December 4, 2014 - 12:49
It took me a couple of tries to begin to understand the terms and main ideas in the essay "Critical Bifocality and Circuits of Privelage: Expanding Critical Ethnographic Theory and Design" by Lois Weis and Michelle Fine. I wasnt able to form an opinion until about page five, when Weis and Fina paraphrase Gloria Ladson Billings, essentially saying that inequality gaps in education are a call for investigation into the relationship between deficit and privelage. Weis and Fine look at the effects of the global sphere on local spaces and are interested in how, and why the elevation of one sector leads to the plight of another. They say "we want to encourage designs that trace how widening inequaltiy gaps penetrate lives and ... how the accumulation of privelage is implicated in the deepening of poverty" ( Weis and Fine 5) .
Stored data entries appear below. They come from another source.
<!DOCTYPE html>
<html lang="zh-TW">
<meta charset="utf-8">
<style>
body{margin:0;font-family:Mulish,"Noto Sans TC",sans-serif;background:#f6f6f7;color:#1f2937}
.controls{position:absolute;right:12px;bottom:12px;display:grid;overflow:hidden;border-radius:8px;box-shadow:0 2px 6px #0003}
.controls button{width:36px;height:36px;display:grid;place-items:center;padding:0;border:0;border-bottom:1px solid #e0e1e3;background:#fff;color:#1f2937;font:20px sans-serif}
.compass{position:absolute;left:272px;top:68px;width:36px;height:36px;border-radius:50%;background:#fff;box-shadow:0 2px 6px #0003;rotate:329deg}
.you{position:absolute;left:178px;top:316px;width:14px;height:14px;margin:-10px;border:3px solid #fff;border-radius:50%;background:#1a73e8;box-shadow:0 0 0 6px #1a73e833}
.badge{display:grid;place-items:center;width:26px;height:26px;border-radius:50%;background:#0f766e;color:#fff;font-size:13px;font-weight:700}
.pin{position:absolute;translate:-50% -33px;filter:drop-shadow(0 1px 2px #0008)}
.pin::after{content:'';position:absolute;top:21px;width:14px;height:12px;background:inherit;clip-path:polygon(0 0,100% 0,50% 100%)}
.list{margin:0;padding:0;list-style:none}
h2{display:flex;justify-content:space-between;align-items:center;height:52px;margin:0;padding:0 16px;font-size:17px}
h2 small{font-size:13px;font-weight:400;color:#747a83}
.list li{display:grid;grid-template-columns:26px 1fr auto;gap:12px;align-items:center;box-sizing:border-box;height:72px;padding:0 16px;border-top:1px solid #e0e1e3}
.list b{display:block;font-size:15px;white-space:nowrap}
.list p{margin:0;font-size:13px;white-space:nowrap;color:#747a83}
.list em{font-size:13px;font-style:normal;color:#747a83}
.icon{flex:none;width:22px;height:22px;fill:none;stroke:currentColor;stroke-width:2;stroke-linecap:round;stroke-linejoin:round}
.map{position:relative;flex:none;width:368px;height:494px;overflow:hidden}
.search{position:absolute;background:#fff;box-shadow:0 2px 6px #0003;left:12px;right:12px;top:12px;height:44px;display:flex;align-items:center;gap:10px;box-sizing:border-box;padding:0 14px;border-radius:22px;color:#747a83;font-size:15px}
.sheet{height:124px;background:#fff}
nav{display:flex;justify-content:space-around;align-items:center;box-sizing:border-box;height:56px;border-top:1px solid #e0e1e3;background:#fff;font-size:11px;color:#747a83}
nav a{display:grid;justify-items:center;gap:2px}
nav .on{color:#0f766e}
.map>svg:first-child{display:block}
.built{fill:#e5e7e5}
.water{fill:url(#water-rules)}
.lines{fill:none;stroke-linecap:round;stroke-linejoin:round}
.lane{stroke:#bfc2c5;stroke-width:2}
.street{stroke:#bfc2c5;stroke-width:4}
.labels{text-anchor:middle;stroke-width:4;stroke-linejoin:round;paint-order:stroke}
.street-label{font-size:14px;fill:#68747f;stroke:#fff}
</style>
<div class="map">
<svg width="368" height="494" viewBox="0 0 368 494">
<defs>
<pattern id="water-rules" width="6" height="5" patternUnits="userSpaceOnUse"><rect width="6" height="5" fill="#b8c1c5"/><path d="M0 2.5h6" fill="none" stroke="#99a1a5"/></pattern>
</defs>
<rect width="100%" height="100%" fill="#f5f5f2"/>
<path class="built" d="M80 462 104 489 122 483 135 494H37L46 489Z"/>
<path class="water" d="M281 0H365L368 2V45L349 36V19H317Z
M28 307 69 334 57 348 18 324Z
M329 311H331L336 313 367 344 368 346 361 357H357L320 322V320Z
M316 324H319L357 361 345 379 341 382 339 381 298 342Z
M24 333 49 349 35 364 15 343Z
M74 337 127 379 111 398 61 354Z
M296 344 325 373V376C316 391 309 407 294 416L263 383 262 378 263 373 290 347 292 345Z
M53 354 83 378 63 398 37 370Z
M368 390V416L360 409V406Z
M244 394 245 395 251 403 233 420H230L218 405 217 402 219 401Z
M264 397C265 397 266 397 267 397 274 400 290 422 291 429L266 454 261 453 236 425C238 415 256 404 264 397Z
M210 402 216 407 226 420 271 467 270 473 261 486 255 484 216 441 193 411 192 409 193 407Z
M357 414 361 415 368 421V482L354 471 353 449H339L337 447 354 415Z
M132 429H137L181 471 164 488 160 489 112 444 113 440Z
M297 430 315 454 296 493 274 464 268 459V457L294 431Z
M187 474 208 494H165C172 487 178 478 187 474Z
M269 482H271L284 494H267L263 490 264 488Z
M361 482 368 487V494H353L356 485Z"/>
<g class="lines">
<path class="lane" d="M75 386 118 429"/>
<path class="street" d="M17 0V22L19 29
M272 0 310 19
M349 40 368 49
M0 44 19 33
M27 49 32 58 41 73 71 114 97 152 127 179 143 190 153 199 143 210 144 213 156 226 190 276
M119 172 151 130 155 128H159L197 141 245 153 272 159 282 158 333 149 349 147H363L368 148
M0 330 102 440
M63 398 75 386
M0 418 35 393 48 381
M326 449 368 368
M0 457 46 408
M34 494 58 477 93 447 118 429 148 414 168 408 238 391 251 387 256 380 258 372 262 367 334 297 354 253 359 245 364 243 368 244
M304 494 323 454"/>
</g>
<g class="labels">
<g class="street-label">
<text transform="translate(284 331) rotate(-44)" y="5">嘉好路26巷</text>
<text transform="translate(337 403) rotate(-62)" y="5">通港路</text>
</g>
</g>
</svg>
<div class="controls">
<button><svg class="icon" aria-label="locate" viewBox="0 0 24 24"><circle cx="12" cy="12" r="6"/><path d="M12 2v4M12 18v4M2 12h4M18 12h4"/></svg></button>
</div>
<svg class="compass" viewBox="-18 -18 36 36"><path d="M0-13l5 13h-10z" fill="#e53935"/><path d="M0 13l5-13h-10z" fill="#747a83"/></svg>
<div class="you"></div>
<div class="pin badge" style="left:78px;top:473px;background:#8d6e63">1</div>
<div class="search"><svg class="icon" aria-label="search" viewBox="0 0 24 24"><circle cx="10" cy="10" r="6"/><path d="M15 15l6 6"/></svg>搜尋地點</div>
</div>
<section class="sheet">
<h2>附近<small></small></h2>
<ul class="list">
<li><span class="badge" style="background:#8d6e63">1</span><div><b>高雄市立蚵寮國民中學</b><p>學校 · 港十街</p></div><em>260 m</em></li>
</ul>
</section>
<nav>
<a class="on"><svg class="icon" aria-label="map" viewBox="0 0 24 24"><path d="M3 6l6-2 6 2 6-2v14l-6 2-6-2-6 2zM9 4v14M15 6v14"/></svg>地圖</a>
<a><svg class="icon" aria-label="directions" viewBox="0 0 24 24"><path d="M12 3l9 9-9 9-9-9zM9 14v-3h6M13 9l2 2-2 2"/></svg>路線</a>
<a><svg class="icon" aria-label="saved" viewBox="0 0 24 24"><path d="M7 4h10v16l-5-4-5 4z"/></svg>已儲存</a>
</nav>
I am not confident in my definition of critical bifocality but I think it is the action of what I described above- making close observations and critiques of the way structures are built and who they affect. It is interesting to then apply this to humans and the college application process as Weis and Fine do. The addtion of parent involvement in college acceptance definately furthers the gap between familes with low cultural capital. It means a brilliant and qualified applicant with parents who may not be fluent in the college application process for any reason are at a disadvantage compared to a student's culutral capital doubled by their college savvy parents. Weis and Fine refferd to the middle class as insecure and emmersing themselves into their children's education because of outsourced white collar jobs , further connecting the affects of globalization on youth and their educational descrepencies.